*WHAT YOU WILL DO*.
What you give back should be exactly the opening lines of the data, ending with the line that contains "Summarize the content" and including it.

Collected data

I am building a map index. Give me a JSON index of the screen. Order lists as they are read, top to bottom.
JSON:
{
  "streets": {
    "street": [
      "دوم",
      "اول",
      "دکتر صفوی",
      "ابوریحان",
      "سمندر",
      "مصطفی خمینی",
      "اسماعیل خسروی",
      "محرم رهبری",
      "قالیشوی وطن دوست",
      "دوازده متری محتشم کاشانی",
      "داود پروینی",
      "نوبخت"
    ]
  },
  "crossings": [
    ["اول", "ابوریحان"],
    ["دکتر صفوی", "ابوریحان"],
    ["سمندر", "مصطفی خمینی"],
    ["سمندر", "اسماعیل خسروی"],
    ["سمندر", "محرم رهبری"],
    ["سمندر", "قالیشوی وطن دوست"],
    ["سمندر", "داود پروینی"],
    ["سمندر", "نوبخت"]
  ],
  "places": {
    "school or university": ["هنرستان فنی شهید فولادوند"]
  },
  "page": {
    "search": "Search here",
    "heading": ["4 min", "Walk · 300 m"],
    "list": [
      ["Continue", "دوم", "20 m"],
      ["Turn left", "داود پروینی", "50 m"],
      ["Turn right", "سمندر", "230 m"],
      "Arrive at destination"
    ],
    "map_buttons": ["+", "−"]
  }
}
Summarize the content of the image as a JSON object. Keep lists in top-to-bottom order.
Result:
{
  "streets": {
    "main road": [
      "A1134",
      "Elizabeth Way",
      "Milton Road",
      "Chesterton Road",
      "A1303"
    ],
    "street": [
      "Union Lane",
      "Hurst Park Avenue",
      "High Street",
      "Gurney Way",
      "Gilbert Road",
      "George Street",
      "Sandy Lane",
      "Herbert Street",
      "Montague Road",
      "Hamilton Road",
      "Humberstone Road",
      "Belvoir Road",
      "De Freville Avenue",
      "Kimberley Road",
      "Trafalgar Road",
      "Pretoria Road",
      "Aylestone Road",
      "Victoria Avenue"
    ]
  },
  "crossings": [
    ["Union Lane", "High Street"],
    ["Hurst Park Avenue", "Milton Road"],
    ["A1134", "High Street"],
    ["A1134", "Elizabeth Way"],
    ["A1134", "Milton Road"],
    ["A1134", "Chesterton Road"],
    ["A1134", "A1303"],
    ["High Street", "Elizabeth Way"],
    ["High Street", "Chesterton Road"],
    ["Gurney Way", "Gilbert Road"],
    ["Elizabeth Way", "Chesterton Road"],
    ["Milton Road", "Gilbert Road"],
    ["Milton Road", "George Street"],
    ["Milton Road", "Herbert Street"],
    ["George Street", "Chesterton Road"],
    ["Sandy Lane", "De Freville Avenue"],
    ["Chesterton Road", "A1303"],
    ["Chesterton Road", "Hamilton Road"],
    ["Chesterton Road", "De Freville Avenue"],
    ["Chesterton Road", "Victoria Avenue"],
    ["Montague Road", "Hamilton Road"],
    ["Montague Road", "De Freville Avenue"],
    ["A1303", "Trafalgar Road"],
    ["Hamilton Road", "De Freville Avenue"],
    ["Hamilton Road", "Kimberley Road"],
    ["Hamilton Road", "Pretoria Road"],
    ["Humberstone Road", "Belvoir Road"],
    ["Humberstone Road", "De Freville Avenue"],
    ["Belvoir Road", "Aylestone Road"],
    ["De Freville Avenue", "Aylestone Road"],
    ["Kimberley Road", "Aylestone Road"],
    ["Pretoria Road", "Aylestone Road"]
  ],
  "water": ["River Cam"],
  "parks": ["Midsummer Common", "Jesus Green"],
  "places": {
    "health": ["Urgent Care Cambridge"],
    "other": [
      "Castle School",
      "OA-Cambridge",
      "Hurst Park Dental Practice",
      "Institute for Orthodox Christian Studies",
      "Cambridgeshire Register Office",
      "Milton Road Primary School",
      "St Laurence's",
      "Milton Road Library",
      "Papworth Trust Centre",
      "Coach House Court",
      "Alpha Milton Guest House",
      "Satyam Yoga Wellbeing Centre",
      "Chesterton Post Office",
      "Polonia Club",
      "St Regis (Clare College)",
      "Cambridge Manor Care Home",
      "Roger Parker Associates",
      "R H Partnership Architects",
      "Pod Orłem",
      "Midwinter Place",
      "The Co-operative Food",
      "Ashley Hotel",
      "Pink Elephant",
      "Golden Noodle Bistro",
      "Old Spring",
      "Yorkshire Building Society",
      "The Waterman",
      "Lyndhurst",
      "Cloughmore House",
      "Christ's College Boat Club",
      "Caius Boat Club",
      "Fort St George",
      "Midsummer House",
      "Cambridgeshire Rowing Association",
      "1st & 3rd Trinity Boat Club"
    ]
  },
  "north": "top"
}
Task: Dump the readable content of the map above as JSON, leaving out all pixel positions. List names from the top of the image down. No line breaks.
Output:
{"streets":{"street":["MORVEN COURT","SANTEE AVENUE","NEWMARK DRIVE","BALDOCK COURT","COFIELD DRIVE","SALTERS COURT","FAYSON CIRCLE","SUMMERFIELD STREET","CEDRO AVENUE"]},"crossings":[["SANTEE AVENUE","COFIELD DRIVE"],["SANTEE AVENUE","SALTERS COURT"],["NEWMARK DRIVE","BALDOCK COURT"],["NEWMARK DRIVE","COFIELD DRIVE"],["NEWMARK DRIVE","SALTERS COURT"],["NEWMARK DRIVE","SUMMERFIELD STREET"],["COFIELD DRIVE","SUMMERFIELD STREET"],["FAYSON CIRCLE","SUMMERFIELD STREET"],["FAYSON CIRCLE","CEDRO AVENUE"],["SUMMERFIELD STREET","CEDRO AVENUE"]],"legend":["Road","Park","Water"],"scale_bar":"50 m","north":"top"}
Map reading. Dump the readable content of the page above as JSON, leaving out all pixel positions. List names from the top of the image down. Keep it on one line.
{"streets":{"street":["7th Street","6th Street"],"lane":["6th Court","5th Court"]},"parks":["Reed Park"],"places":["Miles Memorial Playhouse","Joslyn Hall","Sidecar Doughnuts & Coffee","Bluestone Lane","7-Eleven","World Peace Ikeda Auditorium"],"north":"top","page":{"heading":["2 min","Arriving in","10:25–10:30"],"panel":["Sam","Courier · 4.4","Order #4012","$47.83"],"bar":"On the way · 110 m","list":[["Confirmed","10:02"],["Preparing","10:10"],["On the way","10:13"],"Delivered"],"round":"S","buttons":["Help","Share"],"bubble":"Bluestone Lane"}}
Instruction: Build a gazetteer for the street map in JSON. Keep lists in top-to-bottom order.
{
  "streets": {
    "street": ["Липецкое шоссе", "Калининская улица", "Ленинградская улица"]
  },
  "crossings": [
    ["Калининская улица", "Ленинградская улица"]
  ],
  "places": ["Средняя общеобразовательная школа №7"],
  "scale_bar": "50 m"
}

*REPLY*.
I am building a map index. Give me a JSON index of the screen. Order lists as they are read, top to bottom.
JSON:
{
  "streets": {
    "street": [
      "دوم",
      "اول",
      "دکتر صفوی",
      "ابوریحان",
      "سمندر",
      "مصطفی خمینی",
      "اسماعیل خسروی",
      "محرم رهبری",
      "قالیشوی وطن دوست",
      "دوازده متری محتشم کاشانی",
      "داود پروینی",
      "نوبخت"
    ]
  },
  "crossings": [
    ["اول", "ابوریحان"],
    ["دکتر صفوی", "ابوریحان"],
    ["سمندر", "مصطفی خمینی"],
    ["سمندر", "اسماعیل خسروی"],
    ["سمندر", "محرم رهبری"],
    ["سمندر", "قالیشوی وطن دوست"],
    ["سمندر", "داود پروینی"],
    ["سمندر", "نوبخت"]
  ],
  "places": {
    "school or university": ["هنرستان فنی شهید فولادوند"]
  },
  "page": {
    "search": "Search here",
    "heading": ["4 min", "Walk · 300 m"],
    "list": [
      ["Continue", "دوم", "20 m"],
      ["Turn left", "داود پروینی", "50 m"],
      ["Turn right", "سمندر", "230 m"],
      "Arrive at destination"
    ],
    "map_buttons": ["+", "−"]
  }
}
Summarize the content of the image as a JSON object. Keep lists in top-to-bottom order.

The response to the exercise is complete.